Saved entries
[Start of Attachment]
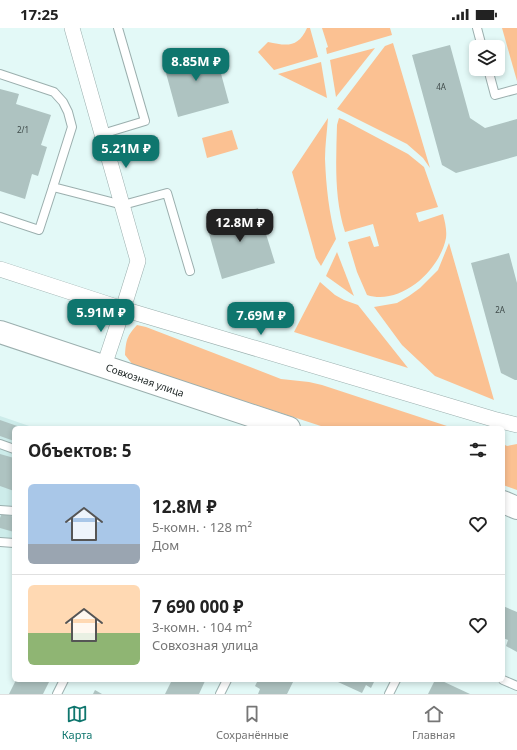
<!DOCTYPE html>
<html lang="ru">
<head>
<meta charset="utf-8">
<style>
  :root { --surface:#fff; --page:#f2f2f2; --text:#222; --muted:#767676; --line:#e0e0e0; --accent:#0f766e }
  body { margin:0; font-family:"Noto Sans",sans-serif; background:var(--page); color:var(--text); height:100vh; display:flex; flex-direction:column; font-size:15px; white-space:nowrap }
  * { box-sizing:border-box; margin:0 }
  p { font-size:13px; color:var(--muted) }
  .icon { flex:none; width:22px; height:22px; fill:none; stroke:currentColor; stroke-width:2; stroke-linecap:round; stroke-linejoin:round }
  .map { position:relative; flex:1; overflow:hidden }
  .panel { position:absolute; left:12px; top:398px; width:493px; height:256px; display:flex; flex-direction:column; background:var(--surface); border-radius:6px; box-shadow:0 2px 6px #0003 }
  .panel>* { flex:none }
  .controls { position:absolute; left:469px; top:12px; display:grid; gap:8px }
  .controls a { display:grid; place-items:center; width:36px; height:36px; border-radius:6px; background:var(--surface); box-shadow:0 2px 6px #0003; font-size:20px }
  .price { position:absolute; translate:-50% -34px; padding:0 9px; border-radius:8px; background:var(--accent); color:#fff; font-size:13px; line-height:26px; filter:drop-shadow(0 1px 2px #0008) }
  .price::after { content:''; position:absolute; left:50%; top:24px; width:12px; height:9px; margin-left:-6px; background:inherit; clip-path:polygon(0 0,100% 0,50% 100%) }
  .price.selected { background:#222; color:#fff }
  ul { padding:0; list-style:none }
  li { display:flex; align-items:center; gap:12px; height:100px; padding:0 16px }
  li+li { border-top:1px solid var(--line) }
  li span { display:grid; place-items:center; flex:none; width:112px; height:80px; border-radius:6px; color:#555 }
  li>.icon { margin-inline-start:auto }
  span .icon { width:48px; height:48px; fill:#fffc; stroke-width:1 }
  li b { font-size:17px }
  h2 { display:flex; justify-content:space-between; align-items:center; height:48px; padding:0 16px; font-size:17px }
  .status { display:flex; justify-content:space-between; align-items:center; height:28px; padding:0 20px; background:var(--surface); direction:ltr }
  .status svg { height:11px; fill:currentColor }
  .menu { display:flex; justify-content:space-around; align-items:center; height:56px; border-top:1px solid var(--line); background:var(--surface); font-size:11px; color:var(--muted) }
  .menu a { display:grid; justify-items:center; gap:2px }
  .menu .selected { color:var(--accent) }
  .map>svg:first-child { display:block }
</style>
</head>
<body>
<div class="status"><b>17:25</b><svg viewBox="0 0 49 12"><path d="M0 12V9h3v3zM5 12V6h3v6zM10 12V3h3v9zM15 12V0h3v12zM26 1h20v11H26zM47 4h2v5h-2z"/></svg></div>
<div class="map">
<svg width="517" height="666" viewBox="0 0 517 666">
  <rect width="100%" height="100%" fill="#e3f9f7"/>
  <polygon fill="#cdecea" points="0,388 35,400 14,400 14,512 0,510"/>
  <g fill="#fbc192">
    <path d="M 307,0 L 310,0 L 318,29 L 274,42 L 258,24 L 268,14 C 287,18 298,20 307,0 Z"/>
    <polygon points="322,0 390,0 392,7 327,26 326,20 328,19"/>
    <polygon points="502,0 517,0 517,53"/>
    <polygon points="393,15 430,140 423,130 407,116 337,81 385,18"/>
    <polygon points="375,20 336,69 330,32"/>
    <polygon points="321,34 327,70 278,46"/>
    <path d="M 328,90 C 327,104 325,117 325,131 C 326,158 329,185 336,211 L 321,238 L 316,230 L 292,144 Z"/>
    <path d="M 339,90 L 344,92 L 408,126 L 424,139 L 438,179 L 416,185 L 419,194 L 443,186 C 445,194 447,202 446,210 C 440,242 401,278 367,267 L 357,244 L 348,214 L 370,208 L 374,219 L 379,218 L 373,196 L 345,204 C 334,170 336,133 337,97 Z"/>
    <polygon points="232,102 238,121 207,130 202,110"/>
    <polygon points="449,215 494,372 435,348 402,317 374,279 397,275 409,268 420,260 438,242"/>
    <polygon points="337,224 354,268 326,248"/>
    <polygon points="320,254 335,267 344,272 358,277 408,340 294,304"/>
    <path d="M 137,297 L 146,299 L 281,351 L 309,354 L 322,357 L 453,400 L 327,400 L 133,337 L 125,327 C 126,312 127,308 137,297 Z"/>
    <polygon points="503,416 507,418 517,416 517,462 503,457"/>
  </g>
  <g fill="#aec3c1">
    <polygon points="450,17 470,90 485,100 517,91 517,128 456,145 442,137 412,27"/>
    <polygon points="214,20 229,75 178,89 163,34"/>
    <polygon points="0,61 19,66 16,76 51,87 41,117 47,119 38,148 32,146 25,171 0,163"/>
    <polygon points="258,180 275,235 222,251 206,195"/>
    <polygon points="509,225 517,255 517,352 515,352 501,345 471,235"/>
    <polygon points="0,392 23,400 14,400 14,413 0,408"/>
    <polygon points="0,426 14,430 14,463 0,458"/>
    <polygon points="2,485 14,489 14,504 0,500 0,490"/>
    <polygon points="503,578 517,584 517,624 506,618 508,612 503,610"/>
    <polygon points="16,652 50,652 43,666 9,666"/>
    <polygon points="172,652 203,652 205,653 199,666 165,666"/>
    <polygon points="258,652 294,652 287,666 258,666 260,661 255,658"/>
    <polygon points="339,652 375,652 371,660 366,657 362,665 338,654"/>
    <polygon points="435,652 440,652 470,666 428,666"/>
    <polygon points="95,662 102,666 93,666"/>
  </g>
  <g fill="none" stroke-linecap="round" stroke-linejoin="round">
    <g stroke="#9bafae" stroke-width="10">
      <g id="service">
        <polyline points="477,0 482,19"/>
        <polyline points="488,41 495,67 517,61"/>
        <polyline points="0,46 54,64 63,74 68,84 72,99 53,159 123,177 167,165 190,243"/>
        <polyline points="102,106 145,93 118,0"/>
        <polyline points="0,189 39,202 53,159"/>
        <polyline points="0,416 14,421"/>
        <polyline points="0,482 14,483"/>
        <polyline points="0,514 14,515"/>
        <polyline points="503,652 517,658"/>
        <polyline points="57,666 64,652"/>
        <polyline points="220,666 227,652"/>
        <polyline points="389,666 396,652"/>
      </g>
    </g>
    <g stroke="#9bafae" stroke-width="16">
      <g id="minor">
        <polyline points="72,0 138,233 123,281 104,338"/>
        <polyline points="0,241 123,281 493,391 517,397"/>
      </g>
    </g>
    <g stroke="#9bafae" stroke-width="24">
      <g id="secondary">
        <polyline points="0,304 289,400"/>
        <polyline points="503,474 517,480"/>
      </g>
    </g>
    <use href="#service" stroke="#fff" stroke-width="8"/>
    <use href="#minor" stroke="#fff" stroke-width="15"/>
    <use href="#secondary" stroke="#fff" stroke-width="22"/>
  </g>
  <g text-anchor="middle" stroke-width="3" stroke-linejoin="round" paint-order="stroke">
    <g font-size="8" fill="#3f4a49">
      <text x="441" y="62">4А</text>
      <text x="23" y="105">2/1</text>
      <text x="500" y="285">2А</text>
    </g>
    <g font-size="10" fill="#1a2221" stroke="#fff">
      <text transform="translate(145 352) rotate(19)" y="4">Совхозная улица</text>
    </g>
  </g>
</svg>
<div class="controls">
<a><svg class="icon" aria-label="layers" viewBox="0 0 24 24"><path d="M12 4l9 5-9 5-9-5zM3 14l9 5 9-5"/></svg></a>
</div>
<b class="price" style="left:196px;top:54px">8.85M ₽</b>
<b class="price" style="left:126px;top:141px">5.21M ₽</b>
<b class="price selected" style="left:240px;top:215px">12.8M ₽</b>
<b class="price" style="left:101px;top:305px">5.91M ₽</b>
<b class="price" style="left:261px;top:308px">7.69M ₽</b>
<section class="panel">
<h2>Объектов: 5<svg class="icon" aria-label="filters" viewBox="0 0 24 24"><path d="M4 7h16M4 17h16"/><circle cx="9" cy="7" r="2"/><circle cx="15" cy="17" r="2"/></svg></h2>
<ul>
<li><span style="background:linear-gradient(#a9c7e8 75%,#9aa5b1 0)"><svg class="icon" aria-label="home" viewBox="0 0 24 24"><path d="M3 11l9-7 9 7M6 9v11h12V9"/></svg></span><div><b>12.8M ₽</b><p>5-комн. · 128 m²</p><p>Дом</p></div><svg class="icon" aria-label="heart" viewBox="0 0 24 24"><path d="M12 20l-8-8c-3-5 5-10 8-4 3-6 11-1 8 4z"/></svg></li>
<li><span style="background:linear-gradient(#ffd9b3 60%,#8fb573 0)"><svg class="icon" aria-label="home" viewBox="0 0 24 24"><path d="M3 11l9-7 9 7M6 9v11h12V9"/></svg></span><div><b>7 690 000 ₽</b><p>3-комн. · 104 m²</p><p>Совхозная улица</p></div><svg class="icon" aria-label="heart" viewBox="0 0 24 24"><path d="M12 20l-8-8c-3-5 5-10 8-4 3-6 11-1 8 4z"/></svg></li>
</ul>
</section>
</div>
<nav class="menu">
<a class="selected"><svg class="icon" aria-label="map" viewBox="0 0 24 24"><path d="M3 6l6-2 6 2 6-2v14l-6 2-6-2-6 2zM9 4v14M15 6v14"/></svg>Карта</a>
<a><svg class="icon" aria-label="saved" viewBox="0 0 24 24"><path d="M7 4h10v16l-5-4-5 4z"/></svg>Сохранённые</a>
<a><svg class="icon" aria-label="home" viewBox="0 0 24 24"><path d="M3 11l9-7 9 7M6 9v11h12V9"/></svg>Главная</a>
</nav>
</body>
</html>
[End of Attachment]
If a line in the records has the word "controls", copy that line.

# Written answer:
  .controls { position:absolute; left:469px; top:12px; display:grid; gap:8px }
  .controls a { display:grid; place-items:center; width:36px; height:36px; border-radius:6px; background:var(--surface); box-shadow:0 2px 6px #0003; font-size:20px }
<div class="controls">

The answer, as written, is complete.